Excerpts from a dataset:

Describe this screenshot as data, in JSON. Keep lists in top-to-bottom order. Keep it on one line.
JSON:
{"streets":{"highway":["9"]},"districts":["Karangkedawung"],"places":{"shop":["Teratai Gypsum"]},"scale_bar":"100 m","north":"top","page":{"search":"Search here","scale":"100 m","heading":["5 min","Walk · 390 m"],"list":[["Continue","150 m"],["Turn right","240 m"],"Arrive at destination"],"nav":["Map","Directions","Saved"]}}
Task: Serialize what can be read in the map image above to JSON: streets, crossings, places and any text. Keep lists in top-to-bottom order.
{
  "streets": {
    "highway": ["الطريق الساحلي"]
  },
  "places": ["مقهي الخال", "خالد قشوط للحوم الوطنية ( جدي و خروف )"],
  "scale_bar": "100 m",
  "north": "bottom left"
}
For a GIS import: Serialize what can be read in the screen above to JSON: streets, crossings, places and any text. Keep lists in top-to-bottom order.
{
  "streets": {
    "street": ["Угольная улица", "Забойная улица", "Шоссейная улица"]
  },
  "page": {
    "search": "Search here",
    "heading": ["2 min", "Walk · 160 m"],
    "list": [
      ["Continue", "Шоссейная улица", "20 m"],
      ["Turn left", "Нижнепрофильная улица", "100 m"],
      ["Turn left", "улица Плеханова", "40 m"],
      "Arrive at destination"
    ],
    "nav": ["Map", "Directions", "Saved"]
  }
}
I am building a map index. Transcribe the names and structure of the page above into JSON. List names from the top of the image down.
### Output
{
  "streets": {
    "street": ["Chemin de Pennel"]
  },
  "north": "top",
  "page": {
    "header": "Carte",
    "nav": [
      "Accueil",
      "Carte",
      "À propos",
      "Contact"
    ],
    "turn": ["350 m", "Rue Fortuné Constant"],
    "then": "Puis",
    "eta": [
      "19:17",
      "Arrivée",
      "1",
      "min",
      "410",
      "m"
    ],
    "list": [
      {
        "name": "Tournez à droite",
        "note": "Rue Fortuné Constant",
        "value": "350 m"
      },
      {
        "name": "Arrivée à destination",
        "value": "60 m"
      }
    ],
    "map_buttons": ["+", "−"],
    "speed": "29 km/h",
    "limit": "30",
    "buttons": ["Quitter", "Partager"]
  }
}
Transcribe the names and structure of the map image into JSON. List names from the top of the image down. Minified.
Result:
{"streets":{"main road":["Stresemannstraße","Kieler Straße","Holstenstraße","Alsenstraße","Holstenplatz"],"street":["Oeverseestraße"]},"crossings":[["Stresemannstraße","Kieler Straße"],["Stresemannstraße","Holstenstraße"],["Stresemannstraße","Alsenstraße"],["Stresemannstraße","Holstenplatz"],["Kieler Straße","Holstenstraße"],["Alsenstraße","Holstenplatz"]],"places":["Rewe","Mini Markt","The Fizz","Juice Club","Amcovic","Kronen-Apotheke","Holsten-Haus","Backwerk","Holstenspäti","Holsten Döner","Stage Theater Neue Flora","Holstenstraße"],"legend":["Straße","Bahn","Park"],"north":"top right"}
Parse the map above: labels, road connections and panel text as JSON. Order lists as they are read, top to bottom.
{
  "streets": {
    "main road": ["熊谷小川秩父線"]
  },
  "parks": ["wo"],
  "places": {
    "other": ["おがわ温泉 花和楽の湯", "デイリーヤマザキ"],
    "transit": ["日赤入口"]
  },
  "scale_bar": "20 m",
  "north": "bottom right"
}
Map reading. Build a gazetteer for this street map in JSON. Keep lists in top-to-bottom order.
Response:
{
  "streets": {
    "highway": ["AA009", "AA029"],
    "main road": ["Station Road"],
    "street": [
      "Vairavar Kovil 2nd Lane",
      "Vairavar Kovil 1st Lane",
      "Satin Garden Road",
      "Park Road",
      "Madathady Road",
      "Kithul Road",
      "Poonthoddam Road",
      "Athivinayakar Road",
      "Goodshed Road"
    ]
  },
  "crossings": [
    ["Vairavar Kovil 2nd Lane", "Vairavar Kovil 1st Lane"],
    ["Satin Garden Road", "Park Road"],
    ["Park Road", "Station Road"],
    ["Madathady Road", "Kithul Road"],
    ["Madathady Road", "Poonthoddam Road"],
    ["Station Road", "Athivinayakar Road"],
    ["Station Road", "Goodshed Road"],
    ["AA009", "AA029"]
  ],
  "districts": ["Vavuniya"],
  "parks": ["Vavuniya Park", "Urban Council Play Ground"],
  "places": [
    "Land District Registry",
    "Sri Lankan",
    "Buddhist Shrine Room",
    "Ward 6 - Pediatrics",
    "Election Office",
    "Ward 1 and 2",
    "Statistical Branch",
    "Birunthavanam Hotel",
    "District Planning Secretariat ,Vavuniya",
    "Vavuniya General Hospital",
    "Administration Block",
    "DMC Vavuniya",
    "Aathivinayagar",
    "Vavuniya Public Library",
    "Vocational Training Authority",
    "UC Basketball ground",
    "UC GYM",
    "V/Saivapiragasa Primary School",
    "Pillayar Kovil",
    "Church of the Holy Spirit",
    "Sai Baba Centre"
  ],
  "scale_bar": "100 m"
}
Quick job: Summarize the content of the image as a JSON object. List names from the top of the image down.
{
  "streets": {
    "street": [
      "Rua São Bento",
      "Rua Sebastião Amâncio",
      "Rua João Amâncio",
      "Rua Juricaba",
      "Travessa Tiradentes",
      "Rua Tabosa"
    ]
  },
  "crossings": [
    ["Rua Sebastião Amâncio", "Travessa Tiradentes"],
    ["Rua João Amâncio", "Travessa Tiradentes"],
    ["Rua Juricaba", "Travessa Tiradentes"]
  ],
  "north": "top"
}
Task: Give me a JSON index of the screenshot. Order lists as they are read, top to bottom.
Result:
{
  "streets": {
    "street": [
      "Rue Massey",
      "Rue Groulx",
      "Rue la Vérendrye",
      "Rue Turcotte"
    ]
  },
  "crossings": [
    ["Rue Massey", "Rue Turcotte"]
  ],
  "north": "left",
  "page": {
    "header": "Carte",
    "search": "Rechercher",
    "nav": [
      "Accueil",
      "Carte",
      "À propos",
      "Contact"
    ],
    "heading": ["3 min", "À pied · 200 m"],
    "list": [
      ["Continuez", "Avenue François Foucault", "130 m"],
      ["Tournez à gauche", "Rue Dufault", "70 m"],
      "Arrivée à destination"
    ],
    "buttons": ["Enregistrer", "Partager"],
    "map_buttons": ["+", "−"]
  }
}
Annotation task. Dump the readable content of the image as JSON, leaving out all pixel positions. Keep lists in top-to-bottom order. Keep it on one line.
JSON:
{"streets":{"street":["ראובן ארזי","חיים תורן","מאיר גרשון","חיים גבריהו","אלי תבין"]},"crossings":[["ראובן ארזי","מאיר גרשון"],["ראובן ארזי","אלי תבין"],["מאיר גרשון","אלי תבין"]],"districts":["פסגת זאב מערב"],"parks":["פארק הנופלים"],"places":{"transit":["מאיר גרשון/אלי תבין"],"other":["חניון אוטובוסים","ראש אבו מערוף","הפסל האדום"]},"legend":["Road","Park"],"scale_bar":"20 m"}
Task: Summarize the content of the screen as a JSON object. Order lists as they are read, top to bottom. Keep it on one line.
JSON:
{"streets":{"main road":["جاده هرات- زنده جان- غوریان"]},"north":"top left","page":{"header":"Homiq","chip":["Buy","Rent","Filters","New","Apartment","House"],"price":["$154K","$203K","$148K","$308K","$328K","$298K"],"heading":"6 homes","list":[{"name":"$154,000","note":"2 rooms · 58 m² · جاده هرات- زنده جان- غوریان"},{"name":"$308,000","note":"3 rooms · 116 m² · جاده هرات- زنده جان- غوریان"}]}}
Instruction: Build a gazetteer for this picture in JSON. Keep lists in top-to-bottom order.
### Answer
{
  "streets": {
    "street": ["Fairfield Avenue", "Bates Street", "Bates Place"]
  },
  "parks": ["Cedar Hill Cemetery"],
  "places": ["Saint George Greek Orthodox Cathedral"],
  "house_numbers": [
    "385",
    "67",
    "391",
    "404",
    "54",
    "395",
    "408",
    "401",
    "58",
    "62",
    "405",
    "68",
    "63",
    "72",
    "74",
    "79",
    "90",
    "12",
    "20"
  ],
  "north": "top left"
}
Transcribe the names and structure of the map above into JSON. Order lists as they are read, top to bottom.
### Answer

> [Work to be completed]: Restate word for word the lines of the data above, starting at the line containing "Parse the map" and ending at the line containing "Map reading. Build", both included, and nothing more.

> [Solution to this exercise]:
Parse the map above: labels, road connections and panel text as JSON. Order lists as they are read, top to bottom.
{
  "streets": {
    "main road": ["熊谷小川秩父線"]
  },
  "parks": ["wo"],
  "places": {
    "other": ["おがわ温泉 花和楽の湯", "デイリーヤマザキ"],
    "transit": ["日赤入口"]
  },
  "scale_bar": "20 m",
  "north": "bottom right"
}
Map reading. Build a gazetteer for this street map in JSON. Keep lists in top-to-bottom order.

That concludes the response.